I also have the following Logging setup in my Development environment:

"Serilog": {
    "MinimumLevel": {
        "Default": "Information",
        "Override": {
            "ExamineX.AzureSearch.AzureSearchIndex": "Debug"
        }
    },

The above logging produces the attached screenshots on each rebuild of the External Index 1 2

Where the Error logs are is where the Azure.RequestFailedException is logged

Testing I have tried with and without custom FieldDefinitions (by commenting out the code shown above) and the same logs occur each time.

Only the Media section appears to be successfully indexed each time

Let me know if any further information is needed.

Thanks

chrden commented 9 months ago

@Shazwazza From the error, I believe a field on one of my document types may be causing the issue by passing an array where the analyser is expecting an int, for example, however I cannot determine which field or value is causing the issue as the logs do not contain that information.

chrden commented 9 months ago

@Shazwazza After a lot of digging, I found the issue.

It turns out I had a field on 2 doc types called icon which was appending a value to the existing icon field which is used for the Document type icon. This meant there were two values (hence StartArray) being found for icon when it was trying to set it to a string (hence PrimitiveValue).

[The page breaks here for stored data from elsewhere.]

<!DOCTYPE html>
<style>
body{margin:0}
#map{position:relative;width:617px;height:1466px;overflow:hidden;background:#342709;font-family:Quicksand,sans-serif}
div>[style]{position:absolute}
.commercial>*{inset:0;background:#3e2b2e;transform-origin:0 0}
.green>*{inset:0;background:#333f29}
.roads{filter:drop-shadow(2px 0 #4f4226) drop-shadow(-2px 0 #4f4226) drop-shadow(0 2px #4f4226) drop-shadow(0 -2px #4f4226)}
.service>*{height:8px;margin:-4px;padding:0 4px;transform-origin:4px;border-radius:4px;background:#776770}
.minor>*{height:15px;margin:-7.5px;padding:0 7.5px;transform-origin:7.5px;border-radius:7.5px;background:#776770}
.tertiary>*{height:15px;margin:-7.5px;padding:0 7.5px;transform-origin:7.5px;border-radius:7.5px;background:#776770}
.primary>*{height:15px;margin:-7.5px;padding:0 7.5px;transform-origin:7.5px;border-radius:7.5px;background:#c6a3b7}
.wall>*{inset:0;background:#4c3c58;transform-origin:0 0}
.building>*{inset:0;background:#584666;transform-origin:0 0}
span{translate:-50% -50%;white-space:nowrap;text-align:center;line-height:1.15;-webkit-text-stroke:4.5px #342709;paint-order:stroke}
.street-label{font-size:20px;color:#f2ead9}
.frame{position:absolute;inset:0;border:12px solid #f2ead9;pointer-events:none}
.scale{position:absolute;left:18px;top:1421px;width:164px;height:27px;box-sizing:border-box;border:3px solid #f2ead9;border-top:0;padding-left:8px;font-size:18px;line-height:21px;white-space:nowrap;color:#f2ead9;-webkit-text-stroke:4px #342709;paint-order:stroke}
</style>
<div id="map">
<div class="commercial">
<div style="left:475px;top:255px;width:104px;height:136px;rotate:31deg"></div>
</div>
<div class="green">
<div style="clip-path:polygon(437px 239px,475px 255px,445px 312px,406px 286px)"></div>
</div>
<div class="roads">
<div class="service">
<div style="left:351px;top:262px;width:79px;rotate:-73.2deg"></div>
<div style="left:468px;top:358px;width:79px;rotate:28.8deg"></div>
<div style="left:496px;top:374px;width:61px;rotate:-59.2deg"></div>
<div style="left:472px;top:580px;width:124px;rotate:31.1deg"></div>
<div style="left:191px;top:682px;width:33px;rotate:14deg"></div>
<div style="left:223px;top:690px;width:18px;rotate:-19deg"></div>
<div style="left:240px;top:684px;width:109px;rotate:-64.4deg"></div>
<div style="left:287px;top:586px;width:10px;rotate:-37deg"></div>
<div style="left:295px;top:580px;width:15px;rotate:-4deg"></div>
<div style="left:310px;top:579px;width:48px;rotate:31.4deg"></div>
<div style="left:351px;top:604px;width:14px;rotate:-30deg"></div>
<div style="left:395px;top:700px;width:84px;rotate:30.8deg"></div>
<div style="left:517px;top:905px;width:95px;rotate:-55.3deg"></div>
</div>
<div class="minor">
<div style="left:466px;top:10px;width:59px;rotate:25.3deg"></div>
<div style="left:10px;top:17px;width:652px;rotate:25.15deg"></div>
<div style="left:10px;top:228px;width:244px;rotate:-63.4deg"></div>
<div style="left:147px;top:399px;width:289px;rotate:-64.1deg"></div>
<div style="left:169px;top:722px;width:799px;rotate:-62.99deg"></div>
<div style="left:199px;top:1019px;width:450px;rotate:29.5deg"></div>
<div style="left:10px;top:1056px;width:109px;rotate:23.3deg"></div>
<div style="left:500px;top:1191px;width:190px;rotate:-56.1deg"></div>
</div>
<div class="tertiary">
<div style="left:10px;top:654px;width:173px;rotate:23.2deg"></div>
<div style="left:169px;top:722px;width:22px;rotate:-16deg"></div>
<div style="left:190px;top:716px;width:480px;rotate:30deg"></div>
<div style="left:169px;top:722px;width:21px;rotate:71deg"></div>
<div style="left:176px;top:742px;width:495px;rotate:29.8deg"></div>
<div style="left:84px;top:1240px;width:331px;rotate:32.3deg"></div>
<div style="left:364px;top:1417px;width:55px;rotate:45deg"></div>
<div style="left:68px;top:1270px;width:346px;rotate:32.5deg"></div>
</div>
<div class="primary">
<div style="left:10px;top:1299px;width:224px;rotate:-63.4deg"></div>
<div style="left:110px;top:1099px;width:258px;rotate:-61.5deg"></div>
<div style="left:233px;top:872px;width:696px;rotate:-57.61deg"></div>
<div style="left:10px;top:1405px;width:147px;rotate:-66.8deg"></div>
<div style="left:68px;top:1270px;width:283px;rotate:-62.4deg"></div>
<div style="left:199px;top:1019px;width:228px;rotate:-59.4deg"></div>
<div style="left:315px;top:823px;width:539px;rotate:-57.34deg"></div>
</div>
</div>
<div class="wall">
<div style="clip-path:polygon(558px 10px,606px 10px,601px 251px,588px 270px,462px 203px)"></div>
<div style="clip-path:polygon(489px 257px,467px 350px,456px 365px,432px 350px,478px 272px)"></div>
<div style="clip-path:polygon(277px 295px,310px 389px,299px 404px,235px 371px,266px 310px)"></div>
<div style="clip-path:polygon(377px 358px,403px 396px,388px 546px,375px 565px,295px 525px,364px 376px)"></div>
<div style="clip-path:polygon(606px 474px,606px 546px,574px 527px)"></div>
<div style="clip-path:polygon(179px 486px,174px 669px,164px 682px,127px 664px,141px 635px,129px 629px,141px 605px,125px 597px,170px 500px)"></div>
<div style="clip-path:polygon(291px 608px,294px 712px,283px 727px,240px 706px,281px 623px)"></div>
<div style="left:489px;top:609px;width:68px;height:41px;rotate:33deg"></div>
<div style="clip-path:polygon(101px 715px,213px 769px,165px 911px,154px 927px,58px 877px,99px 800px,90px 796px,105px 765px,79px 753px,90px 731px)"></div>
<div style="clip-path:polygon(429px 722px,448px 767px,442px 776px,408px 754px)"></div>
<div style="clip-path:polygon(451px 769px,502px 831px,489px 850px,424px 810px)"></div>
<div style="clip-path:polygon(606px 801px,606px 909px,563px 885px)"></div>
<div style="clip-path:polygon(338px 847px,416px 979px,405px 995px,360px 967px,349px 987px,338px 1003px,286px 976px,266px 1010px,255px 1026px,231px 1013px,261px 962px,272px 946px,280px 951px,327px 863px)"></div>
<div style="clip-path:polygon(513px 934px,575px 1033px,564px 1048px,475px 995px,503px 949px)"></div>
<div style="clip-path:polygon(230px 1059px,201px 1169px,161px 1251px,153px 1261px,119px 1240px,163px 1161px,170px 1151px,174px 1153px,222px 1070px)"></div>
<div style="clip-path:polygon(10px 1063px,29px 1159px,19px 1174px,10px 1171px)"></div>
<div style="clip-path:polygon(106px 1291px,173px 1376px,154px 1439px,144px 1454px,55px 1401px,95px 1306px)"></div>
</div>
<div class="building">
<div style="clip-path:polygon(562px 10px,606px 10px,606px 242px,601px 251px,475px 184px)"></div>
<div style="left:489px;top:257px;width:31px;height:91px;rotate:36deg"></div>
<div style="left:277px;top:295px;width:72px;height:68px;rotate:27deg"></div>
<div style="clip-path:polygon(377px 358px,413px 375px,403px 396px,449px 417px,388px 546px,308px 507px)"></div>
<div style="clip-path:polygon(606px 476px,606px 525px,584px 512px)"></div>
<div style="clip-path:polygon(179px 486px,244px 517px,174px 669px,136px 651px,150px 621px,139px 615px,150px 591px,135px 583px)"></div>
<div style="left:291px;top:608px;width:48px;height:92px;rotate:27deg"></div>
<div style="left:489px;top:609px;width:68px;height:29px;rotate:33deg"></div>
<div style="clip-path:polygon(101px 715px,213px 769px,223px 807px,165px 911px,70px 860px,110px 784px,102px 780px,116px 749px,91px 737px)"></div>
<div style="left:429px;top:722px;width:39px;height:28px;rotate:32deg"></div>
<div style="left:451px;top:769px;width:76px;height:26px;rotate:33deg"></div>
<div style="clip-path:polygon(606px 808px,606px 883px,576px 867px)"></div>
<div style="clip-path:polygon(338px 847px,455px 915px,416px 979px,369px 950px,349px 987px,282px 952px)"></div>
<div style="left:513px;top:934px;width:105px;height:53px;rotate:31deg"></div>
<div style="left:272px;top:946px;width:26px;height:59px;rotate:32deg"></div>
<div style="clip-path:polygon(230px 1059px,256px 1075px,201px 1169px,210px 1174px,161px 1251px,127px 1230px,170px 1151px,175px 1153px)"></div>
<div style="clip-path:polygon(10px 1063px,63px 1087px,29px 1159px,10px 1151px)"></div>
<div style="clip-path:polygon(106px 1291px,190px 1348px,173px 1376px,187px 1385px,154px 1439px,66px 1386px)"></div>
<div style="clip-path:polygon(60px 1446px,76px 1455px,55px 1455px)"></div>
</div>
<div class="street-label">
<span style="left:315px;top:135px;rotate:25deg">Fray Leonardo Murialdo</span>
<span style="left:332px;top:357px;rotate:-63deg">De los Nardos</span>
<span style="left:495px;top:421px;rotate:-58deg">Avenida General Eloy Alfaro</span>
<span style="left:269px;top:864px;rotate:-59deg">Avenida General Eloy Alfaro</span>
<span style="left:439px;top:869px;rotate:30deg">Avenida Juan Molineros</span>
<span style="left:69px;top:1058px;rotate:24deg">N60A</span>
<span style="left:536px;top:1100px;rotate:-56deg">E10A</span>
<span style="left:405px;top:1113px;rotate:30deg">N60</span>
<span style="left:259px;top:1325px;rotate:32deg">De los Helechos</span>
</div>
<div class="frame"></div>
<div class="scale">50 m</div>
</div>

I found this by adding logging to the TransformingIndexValues event and outputting the node ID for each node until I found the ones that were failing.

Do you think you could add this type of logging, or something similar, so that it makes it clearer in the logs which nodes are causing the error?

Thanks

Shazwazza commented 9 months ago

Hi @chrden thanks for the report and the research. I do wish that Azure Search errors were a lot less vague! Yeah the StartArray type of errors you get are typically due to expecting one or multiple values and fields configured differently. I totally support adding additional logging one way or another to make debugging this easier.

I need to make sure we don't have any performance penalties in doing such things. I'll try to look into the error logging that is currently done to see if there's an easy way to add more information there.